Nel corso dei decenni da una parte si sono approfondite le problematiche inerenti la condizione di disabilità, dall’altra sono nati nuovi paradigmi concettuali di riferimento. Basti pensare al variegato e complesso ventaglio dello spettro autistico, dei DSA (Disturbi Specifici di Apprendimento) o dei disturbi di attenzione e iperattività ecc.
Ebbene, a fronte di questa crescente complessità, che verosimilmente aumenterà con il progredire delle neuroscienze, ha fatto riscontro, negli ultimi anni, una tendenza che, in modo inversamente proporzionale, ha ridotto lo sforzo e l’impegno per affrontarla. Tale inadeguatezza vale anche per l’attuale TFA ed è per questo che, a maggior ragione, appare incomprensibile la riduzione a soli 30 Crediti previsti per la formazione dei docenti di sostegno dall’attuale citato Decreto Legge 71/24.
I 30 Crediti, pari a 750 ore complessive, dovrebbero servire per affrontare tutte le problematiche afferenti alla condizione di disabilità, il che stride fragorosamente al solo pensiero che il Ministero, negli anni pregressi, si è fatto promotore di Master monotematici (sull’autismo, sui DSA ecc.) di 60 Crediti ciascuno!
A fronte quindi di un problema reale che si protrae da decenni – e che quindi non è imputabile all’attuale governo – e che vede una penuria di insegnanti specializzati soprattutto nelle Regioni del Nord Italia, la soluzione adottata dal suddetto Decreto Legge appare quanto meno discutibile se non maldestra. Va tra l’altro evidenziato che il carattere straordinario e transitorio suggerito dalla necessità di sopperire all’attuale fabbisogno di docenti di sostegno non ne giustifica il contenuto.

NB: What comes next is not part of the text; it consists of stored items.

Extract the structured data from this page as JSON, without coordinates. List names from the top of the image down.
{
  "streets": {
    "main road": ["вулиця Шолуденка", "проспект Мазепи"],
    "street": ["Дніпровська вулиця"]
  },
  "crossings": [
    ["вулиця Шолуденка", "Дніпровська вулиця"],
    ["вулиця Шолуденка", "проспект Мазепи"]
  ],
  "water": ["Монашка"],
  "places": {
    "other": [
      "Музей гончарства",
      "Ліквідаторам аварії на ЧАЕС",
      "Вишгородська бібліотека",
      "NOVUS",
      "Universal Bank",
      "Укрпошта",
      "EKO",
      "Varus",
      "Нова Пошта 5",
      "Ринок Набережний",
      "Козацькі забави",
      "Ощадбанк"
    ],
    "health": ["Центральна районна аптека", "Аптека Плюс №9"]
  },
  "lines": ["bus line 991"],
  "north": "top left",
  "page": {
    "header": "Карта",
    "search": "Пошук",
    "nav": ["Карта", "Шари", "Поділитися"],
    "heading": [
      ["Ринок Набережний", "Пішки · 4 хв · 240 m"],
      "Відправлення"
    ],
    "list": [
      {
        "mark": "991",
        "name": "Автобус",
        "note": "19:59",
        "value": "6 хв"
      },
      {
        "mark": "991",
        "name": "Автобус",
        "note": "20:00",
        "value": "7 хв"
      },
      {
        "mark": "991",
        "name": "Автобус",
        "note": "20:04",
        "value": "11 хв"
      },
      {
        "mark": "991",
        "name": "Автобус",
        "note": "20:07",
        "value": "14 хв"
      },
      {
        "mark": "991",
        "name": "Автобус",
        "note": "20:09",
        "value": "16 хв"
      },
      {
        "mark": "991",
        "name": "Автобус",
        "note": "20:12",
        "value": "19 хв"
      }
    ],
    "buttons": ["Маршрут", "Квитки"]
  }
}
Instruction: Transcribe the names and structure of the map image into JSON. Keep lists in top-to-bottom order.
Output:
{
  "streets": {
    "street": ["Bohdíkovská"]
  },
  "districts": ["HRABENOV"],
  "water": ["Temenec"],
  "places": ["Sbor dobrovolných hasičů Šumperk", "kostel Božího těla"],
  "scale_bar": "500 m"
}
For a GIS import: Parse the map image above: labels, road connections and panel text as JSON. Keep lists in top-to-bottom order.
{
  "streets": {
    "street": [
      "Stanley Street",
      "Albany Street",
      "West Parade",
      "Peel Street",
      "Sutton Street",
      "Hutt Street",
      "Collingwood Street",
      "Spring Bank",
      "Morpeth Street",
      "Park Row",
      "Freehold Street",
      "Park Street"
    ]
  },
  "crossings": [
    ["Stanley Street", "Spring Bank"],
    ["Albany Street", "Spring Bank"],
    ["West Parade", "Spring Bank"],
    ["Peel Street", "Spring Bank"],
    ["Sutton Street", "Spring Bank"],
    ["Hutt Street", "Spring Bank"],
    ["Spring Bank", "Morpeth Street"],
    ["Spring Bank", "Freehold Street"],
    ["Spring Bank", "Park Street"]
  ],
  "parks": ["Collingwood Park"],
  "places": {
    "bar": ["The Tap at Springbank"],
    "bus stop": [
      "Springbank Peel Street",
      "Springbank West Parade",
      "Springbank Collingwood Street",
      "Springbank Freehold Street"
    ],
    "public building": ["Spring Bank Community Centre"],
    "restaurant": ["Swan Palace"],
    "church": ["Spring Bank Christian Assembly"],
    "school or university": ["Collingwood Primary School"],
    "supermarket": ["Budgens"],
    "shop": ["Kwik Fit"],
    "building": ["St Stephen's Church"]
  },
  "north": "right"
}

Cosa diremmo, ad esempio, di uno stabilimento balneare che, in mancanza di bagnini patentati, in base al principio del “meglio che nulla”, assumesse persone sprovviste di specifiche tecniche di salvataggio, salvo averne un’infarinatura acquisita frettolosamente?
Una considerazione conclusiva a margine. Nel romanzo Nati due volte, lo scrittore Giuseppe Pontiggia racconta la sua esperienza di padre di un figlio nato con disabilità e racconta cosa disse un medico dal quale lui e la moglie erano andati a consulto: «Questi bambini nascono due volte. Devono imparare a muoversi in un mondo che la prima nascita ha reso più difficile. La seconda nascita dipende da voi, da quello che saprete dare. Sono nati due volte e il percorso sarà più difficile […]».
Tutte le volte che la società civile, le Istituzioni (i governi) si approcciano alle tematiche della disabilità in modo inadeguato, burocratico e maldestro viene bruciata la possibilità di questa “seconda nascita”… e non ce ne sarà una terza!
Considerato che giugno e luglio non sono esattamente i mesi più adatti per una mobilitazione, non mi rimane che “attendere sotto le stelle” (desiderare) e sperare che il Parlamento, per un soprassalto di buon senso, di decenza e di pudore, prima della scadenza dei due mesi successivi all’entrata in vigore del Decreto 71/24, lo modifichi e lo migliori, almeno nella parte relativa alla formazione dei docenti di sostegno.
Perché la “seconda nascita” delle persone con disabilità dipende da quello che la società nel suo insieme saprà dare loro.